From a pure problem solving perspective we’re so lucky to have such easy access to cheats and workarounds to solve simple software problems and fill very specific knowledge gaps (e.g. how to fix a bug, use the Clone Tool or install a Photoshop Brush). I do think that it is a trade off though and junk that’s free is still junk especially when it comes to the multitude of free patterns, brushes, actions and fonts lurking around the more opportunistic corners of the design internet.
I think Skillshare is really breaking down some of the geographical and economic barriers to creative skills development. Skillshare presents a great opportunity for designers to learn from not only giants of the design world like Aaron Draplin and Jessica Hische but from lesser known, seasoned and highly skilled pro’s who are making valuable years of collective knowledge so easily accessible. This is especially beneficial to the design community when you consider the impossibility of learning such skills through pure chance, circumstance or persistence.

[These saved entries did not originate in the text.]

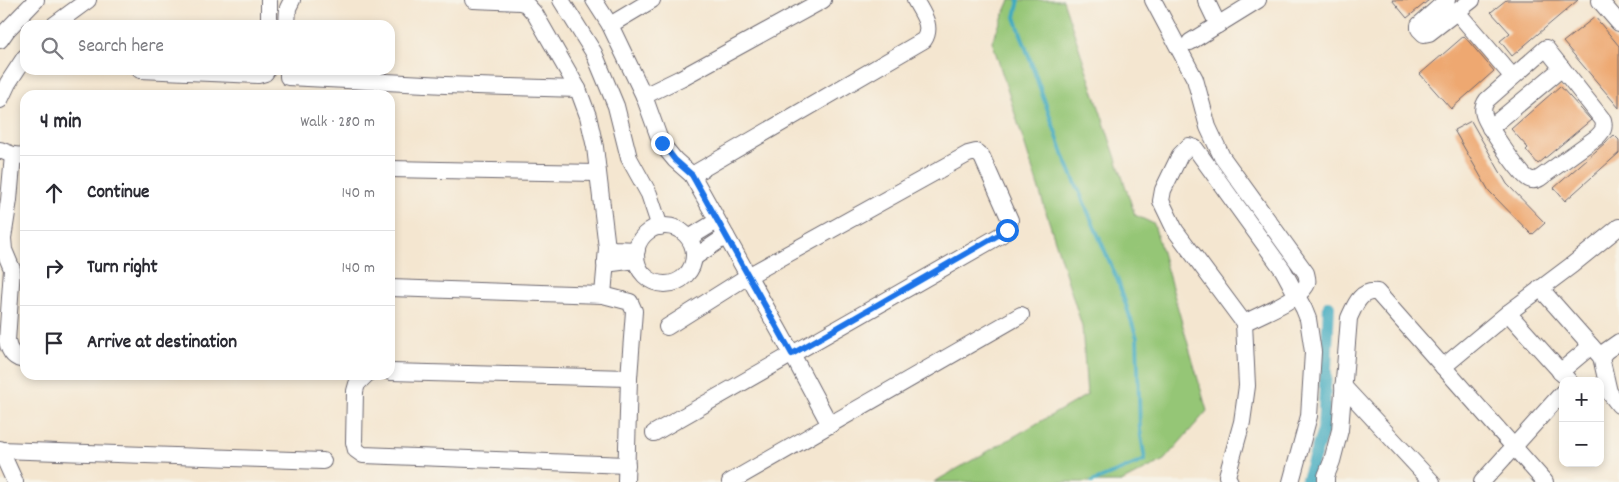 <!DOCTYPE html>
<html lang="en">
<head>
<meta charset="utf-8">
<style>
  body { margin:0; font-family:Dekko,sans-serif; background:#f7f7f7; color:#2b2b33 }
  .controls { position:absolute; right:15px; bottom:15px; display:grid; overflow:hidden; border-radius:10px; box-shadow:0 2px 8px #0003 }
  .controls button { width:45px; height:45px; display:grid; place-items:center; padding:0; border:0; border-bottom:1px solid #e1e1e2; background:#fff; color:#2b2b33; font:25px sans-serif }
  .stop { position:absolute; width:15px; height:15px; margin:-11px; border:4px solid #1a73e8; border-radius:50%; background:#fff }
  .stop.end { background:#1a73e8; border-color:#fff; box-shadow:0 1px 5px #0008 }
  .list { margin:0; padding:0; list-style:none }
  h2 { display:flex; justify-content:space-between; align-items:center; height:65px; margin:0; padding:0 20px; font-size:21px }
  h2 small { font-size:16px; font-weight:400; color:#7c7c81 }
  .list li { display:grid; grid-template-columns:32px 1fr auto; gap:15px; align-items:center; box-sizing:border-box; height:75px; padding:0 20px; border-top:1px solid #e1e1e2 }
  .list b { display:block; font-size:19px; white-space:nowrap }
  .list em { font-size:16px; font-style:normal; color:#7c7c81 }
  .icon { flex:none; width:28px; height:28px; fill:none; stroke:currentColor; stroke-width:2; stroke-linecap:round; stroke-linejoin:round }
  .map { position:relative; flex:none; width:1619px; height:482px; overflow:hidden }
  .search { position:absolute; background:#fff; box-shadow:0 2px 8px #0003; left:20px; top:20px; width:375px; height:55px; display:flex; align-items:center; gap:12px; box-sizing:border-box; padding:0 18px; border-radius:15px; color:#7c7c81; font-size:19px }
  .panel { position:absolute; background:#fff; box-shadow:0 2px 8px #0003; left:20px; top:90px; width:375px; height:290px; border-radius:15px }
  .map>svg:first-child { display:block }
</style>
</head>
<body>
<div class="map">
<svg width="1619" height="482" viewBox="0 0 1619 482">
  <rect width="100%" height="100%" fill="#f7f3e8"/>
  <filter id="ink" filterUnits="userSpaceOnUse"><feTurbulence type="fractalNoise" baseFrequency=".02" numOctaves="2"/><feDisplacementMap in="SourceGraphic" scale="10" xChannelSelector="R" yChannelSelector="G"/><feConvolveMatrix kernelMatrix="1 2 1 2 8 2 1 2 1" color-interpolation-filters="sRGB"/></filter>
  <filter id="wash" filterUnits="userSpaceOnUse"><feTurbulence type="fractalNoise" baseFrequency=".0096" numOctaves="4" result="noise"/><feDisplacementMap in="SourceGraphic" scale="20" xChannelSelector="R" yChannelSelector="G"/><feGaussianBlur stdDeviation="1.12" result="paint"/><feColorMatrix in="noise" values="0 0 0 0 0 0 0 0 0 0 0 0 0 0 0 0 0 1.4 0 .05"/><feComposite in="paint" operator="in"/></filter>
  <g filter="url(#wash)">
    <rect width="100%" height="100%" fill="#f4e6d0"/>
    <polygon fill="#95c676" stroke="#5c7458" points="1010,0 1063,0 1135,215 1154,224 1207,411 1164,460 1121,482 934,482 1087,395 1082,326 992,41"/>
    <g fill="none" stroke-linecap="round" stroke-linejoin="round">
      <polyline stroke="#40aac0" stroke-width="4" points="1019,0 1015,17 1065,159 1118,281 1137,338 1140,430 1145,460 1092,482"/>
      <polyline stroke="#40aac0" stroke-width="12" points="1306,482 1323,431 1329,306"/>
    </g>
    <g id="blocks">
      <g fill="#eea871">
        <polygon points="1392,0 1429,0 1407,18"/>
        <polygon points="1506,0 1578,0 1512,56 1500,41 1510,33 1491,12"/>
        <polygon points="1595,17 1619,46 1619,108 1563,42"/>
        <polygon points="1464,36 1494,71 1451,109 1420,74"/>
        <polygon points="1560,86 1591,120 1538,164 1526,150 1528,148 1511,129"/>
        <polygon points="1471,121 1507,184 1545,223 1532,235 1489,191 1454,130"/>
        <polygon points="1614,135 1619,140 1619,153 1565,201 1554,188"/>
      </g>
    </g>
  </g>
  <g filter="url(#ink)">
    <use href="#blocks" fill-opacity="0" stroke="#6c676f" stroke-width="1"/>
    <g fill="none" stroke-linecap="round" stroke-linejoin="round">
      <g stroke="#6c676f" stroke-width="18">
        <g id="minor">
          <polyline points="473,0 520,2 526,4 535,14 578,89 588,116 595,147 607,248 603,295"/>
          <polyline points="561,0 594,53 616,106 629,158 649,194 660,227"/>
          <polyline points="594,0 610,25 644,96 661,143 675,160 692,175 792,354 830,425"/>
          <path d="M 1153,0 L 1195,79 L 1208,127 L 1222,157 L 1306,273 C 1307,278 1309,282 1305,287 C 1297,300 1259,315 1244,323"/>
          <polyline points="1206,0 1218,25"/>
          <polyline points="1447,0 1419,25 1419,29 1424,34 1429,33 1472,0"/>
          <polyline points="1601,0 1600,1 1619,23"/>
          <polyline points="1457,12 1512,76"/>
          <polyline points="54,25 88,0"/>
          <polyline points="269,25 269,0"/>
          <polyline points="287,25 288,8 292,0"/>
          <polyline points="610,25 652,0"/>
          <polyline points="0,40 7,30 36,0"/>
          <polyline points="1190,42 1258,0"/>
          <path d="M 1546,48 L 1603,120 C 1605,128 1603,131 1597,137 L 1540,178 C 1537,180 1533,181 1529,179 C 1520,175 1487,125 1484,115 C 1482,109 1484,104 1487,100 Z"/>
          <polyline points="140,70 258,75 265,73 267,70"/>
          <polyline points="288,70 288,77 445,85 578,89"/>
          <polyline points="644,96 681,78 823,0"/>
          <polyline points="0,100 8,83 25,57"/>
          <polyline points="1490,128 1562,68"/>
          <polyline points="0,150 13,155 25,156"/>
          <path d="M 13,155 L 9,200 L 3,238 L 4,250 L 12,269 L 7,341 C 9,351 14,359 25,360"/>
          <polyline points="390,169 597,173"/>
          <path d="M 692,175 L 924,40 C 933,26 922,13 915,0"/>
          <circle cx="665" cy="255" r="29"/>
          <polyline points="689,238 717,221"/>
          <polyline points="607,248 614,249 637,250"/>
          <polyline points="695,257 726,236"/>
          <polyline points="605,264 636,260"/>
          <polyline points="390,288 603,295 630,302 634,311 629,378 626,482"/>
          <polyline points="1540,288 1601,357 1609,392 1619,405"/>
          <polyline points="1508,313 1569,381"/>
          <polyline points="1601,357 1606,351 1619,342"/>
          <polyline points="1443,367 1508,313 1572,265 1619,227"/>
          <polyline points="390,372 629,378"/>
          <polyline points="1560,372 1591,346"/>
          <polyline points="366,375 357,384 355,391 354,442 356,450 363,455 627,465"/>
          <polyline points="1343,386 1432,482"/>
          <polyline points="654,433 1001,235 1009,227 1010,220 982,157 976,152 968,154 748,276 667,327"/>
          <polyline points="0,449 15,482"/>
          <polyline points="0,450 323,461"/>
          <polyline points="730,482 1021,315"/>
          <polyline points="1230,482 1227,476 1242,422 1247,386 1244,323 1175,230 1161,201 1163,190 1180,155 1189,146 1195,148 1283,270 1304,309 1308,319 1313,352 1309,416 1291,482"/>
          <path d="M 1326,482 L 1326,476 L 1332,461 L 1340,430 L 1349,318 C 1355,305 1360,290 1377,292 L 1545,482"/>
          <polyline points="1482,482 1563,392"/>
        </g>
      </g>
      <use href="#minor" stroke="#fff" stroke-width="16"/>
    </g>
  </g>
  <g fill="none" stroke-linecap="round" stroke-linejoin="round" filter="url(#ink)">
    <polyline stroke="#1a73e8" stroke-width="6" points="662,143 675,160 692,175 792,354 1007,230"/>
  </g>
</svg>
<div class="controls">
<button>+</button>
<button>−</button>
</div>
<div class="stop" style="left:1007px;top:230px"></div>
<div class="stop end" style="left:662px;top:143px"></div>
<div class="search"><svg class="icon" aria-label="search" viewBox="0 0 24 24"><circle cx="10" cy="10" r="6"/><path d="M15 15l6 6"/></svg>Search here</div>
<section class="panel">
<h2>4 min<small>Walk · 280 m</small></h2>
<ul class="list">
<li><svg class="icon" aria-label="ahead" viewBox="0 0 24 24"><path d="M12 20V5M6 11l6-6 6 6"/></svg><div><b>Continue</b></div><em>140 m</em></li>
<li><svg class="icon" aria-label="right" viewBox="0 0 24 24"><path d="M7 20v-9h11M14 6l5 5-5 5"/></svg><div><b>Turn right</b></div><em>140 m</em></li>
<li><svg class="icon" aria-label="arrive" viewBox="0 0 24 24"><path d="M6 21V4h12l-3 4 3 4H6"/></svg><div><b>Arrive at destination</b></div></li>
</ul>
</section>
</div>
</body>
</html>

As with anything, it’s not the skill but how you use it and the real long term value lies in students transforming these newfound skills into unique and original work that defines careers.
What single most important piece of advice would you give to students and young designers trying to establish themselves in the industry?
Don’t wait for a brief, write your own. Create a personal project, work hard at it and put it on the internet. When you’re finished do it again whether it was a success or not. Embrace failure and keep an eye out for happy accidents, that’s where the magic happens. Be 100% batshit crazy delusional about how good you are, share your work, email your heroes but don’t let the knockbacks or unanswered emails get you down. Your career is a work in progress and establishing yourself takes time, energy and persistence.
OK, that’s more than one piece of advice but the basic theme is work hard while you wait.
Last year you founded True Grit Texture Supply, an online shop that sells textured Photoshop brushes, vector packages, and other resources. What led to its creation?
Over the years a lot of students as well as established illustrators and designers had asked me if I had thought of selling any of my textures or brushes and I’d given it some thought but never quite made the leap. The success of my Skillshare class really opened my eyes to the value that my years of experience had and that a market existed for well crafted textural design tools made by someone who uses them every day. And now here we are.
You recently launched your first solo exhibition, Total Control. Tell us about this collection and the themes you explored within the work.
The show featured 12 mixed media works on framed wood panel combining illustration, painting and screen printing.
I wanted to explore themes of introspection, confusion, duality and impulse control all viewed through this inescapable dead-gaze of technological distraction that has crept into pretty much all of our lives.
In the lead up to making of the work I had been reading a lot about tech addiction, impulse control and media distraction and Adam Curtis’ dystopian documentary HyperNormalisation also had a real impact on me during the making of the show.